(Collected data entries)
::::::::::

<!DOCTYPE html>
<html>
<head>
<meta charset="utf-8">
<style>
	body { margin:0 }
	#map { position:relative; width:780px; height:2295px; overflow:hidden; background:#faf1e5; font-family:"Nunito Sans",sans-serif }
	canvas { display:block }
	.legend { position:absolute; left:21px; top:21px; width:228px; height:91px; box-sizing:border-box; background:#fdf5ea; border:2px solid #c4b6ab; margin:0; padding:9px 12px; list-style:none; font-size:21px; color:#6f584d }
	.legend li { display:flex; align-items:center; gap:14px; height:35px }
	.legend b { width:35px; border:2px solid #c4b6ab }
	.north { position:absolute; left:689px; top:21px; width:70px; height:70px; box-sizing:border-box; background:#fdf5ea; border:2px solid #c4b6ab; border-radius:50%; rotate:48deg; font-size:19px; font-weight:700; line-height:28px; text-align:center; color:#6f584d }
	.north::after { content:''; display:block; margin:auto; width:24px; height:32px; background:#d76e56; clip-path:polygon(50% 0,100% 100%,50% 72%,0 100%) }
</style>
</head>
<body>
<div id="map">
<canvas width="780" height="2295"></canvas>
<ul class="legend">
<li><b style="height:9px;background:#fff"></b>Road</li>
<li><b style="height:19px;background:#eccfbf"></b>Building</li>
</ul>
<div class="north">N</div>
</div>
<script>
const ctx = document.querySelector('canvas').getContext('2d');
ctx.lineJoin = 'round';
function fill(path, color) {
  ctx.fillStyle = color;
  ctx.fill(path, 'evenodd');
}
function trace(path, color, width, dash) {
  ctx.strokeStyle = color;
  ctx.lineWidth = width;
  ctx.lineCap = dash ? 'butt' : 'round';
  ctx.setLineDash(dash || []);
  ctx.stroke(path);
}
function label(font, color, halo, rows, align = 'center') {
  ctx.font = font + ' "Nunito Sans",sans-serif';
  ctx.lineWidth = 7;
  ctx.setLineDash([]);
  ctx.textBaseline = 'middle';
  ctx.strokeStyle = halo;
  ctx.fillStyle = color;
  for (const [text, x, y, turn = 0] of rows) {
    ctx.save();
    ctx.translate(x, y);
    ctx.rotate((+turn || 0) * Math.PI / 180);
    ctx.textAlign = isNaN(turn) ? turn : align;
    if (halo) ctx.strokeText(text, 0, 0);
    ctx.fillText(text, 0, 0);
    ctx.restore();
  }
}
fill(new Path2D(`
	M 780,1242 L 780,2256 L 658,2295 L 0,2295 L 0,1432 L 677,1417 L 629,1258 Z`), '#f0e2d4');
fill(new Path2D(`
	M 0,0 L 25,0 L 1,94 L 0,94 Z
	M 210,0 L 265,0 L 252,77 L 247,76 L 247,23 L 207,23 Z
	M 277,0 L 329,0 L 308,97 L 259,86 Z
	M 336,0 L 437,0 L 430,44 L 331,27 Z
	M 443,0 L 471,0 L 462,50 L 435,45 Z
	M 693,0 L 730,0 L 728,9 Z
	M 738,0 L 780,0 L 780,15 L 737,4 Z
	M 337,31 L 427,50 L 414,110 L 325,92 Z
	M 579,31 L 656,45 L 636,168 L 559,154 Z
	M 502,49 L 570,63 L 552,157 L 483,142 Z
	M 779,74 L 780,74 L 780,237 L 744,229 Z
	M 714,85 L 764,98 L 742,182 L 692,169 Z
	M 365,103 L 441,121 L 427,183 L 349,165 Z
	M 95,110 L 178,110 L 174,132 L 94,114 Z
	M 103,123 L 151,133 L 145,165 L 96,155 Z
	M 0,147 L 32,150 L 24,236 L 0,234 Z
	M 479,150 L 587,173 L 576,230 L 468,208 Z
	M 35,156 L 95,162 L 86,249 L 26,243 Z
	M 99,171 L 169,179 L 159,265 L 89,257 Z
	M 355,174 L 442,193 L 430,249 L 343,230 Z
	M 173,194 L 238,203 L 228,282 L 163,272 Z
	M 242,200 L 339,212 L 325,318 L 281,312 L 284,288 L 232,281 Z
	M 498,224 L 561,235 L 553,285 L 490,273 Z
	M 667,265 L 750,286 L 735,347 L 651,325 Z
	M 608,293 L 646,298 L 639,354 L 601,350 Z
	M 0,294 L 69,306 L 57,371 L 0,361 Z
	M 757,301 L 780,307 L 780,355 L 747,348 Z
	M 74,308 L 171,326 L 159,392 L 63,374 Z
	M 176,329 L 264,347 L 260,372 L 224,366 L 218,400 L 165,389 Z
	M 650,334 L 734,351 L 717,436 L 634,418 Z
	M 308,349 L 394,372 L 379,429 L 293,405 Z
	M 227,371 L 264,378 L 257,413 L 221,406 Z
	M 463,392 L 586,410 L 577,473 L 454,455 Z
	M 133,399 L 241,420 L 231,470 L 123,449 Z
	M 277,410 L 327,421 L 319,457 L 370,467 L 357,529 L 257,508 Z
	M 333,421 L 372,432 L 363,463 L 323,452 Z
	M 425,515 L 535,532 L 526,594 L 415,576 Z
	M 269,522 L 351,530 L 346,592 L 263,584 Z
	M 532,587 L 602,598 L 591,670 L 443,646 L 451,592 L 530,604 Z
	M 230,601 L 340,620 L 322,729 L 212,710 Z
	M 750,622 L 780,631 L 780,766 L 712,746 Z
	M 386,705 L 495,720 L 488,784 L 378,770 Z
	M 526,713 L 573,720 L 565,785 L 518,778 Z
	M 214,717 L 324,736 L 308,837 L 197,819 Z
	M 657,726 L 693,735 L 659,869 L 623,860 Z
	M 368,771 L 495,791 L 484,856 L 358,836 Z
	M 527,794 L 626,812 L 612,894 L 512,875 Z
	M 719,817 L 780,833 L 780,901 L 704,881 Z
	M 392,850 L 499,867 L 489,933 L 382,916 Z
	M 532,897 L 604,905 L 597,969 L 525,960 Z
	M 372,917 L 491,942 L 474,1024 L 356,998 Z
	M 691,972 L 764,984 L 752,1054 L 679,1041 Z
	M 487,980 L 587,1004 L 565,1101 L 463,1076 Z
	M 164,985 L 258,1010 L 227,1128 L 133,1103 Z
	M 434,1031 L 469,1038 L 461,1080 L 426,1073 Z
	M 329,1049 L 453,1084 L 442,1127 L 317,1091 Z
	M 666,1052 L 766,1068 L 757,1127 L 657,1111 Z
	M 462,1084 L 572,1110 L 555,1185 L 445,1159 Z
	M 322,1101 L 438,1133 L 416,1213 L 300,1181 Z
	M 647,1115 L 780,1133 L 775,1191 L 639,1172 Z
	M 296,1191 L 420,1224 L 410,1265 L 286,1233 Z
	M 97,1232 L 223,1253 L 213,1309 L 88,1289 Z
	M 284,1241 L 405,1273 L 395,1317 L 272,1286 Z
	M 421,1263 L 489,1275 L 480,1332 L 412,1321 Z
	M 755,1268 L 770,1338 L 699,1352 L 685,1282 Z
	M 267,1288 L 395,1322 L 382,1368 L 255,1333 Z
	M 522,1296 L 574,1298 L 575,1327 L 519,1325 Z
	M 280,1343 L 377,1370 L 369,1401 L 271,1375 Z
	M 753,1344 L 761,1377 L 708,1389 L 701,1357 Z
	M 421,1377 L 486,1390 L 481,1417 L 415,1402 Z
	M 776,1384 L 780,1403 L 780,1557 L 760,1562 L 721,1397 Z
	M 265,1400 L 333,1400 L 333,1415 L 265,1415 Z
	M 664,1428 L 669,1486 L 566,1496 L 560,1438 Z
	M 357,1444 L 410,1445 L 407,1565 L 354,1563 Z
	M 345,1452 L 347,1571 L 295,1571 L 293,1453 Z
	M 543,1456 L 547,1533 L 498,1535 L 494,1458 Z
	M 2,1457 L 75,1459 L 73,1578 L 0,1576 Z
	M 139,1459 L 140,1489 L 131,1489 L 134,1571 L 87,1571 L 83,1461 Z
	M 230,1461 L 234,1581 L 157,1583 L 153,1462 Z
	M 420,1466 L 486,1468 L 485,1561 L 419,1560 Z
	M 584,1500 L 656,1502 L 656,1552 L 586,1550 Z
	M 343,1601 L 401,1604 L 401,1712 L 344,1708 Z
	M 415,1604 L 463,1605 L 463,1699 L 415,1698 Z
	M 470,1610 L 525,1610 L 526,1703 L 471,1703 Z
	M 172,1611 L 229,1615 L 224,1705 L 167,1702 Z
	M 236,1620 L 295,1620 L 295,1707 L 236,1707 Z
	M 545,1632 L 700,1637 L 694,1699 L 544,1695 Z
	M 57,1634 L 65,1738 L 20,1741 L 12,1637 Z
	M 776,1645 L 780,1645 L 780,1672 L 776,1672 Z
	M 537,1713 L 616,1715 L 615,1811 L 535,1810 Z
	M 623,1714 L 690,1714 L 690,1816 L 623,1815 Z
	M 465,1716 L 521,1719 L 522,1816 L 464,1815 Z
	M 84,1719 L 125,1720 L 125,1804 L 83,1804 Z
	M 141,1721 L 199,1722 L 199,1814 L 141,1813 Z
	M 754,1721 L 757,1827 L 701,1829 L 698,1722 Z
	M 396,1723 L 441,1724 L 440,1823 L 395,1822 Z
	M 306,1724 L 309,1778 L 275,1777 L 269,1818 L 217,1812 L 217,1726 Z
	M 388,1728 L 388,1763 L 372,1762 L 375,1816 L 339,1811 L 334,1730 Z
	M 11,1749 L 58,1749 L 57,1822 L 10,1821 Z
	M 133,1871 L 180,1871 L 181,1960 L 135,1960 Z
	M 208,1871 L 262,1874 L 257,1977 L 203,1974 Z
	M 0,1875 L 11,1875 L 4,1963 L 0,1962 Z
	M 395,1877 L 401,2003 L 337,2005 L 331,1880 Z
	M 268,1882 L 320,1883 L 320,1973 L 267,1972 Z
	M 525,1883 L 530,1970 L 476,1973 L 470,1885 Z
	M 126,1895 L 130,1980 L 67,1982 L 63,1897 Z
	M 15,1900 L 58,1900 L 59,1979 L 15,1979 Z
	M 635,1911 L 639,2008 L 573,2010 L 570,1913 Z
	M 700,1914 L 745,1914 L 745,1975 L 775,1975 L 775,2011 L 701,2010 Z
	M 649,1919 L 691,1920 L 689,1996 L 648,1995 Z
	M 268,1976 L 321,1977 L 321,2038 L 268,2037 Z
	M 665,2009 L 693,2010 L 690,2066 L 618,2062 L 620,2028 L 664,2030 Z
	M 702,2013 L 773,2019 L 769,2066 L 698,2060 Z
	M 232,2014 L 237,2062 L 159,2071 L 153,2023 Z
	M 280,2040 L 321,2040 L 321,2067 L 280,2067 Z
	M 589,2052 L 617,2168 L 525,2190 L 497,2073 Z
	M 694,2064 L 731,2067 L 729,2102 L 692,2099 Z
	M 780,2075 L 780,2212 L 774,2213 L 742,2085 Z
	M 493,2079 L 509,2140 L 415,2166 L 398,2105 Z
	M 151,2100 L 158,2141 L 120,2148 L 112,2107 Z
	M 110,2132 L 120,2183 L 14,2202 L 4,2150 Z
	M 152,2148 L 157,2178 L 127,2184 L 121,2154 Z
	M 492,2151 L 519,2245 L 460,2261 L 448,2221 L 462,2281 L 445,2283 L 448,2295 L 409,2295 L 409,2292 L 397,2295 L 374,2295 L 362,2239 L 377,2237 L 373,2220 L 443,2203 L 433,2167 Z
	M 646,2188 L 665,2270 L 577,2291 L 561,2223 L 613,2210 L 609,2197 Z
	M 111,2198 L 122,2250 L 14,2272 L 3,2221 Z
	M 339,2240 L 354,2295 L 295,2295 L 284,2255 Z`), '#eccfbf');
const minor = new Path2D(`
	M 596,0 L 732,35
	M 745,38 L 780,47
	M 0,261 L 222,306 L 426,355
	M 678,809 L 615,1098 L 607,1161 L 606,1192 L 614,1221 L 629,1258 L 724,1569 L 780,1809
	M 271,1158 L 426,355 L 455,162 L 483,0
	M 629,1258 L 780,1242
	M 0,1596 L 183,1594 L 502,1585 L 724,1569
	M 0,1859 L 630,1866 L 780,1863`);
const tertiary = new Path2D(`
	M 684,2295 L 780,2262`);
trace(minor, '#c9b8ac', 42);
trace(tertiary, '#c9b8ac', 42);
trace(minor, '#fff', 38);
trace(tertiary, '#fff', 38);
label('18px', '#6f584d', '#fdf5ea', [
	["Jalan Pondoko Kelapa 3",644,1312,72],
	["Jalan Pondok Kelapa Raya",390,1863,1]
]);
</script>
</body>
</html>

::::::::::

If a line in the records holds the string "turn", copy it.

  for (const [text, x, y, turn = 0] of rows) {
    ctx.rotate((+turn || 0) * Math.PI / 180);
    ctx.textAlign = isNaN(turn) ? turn : align;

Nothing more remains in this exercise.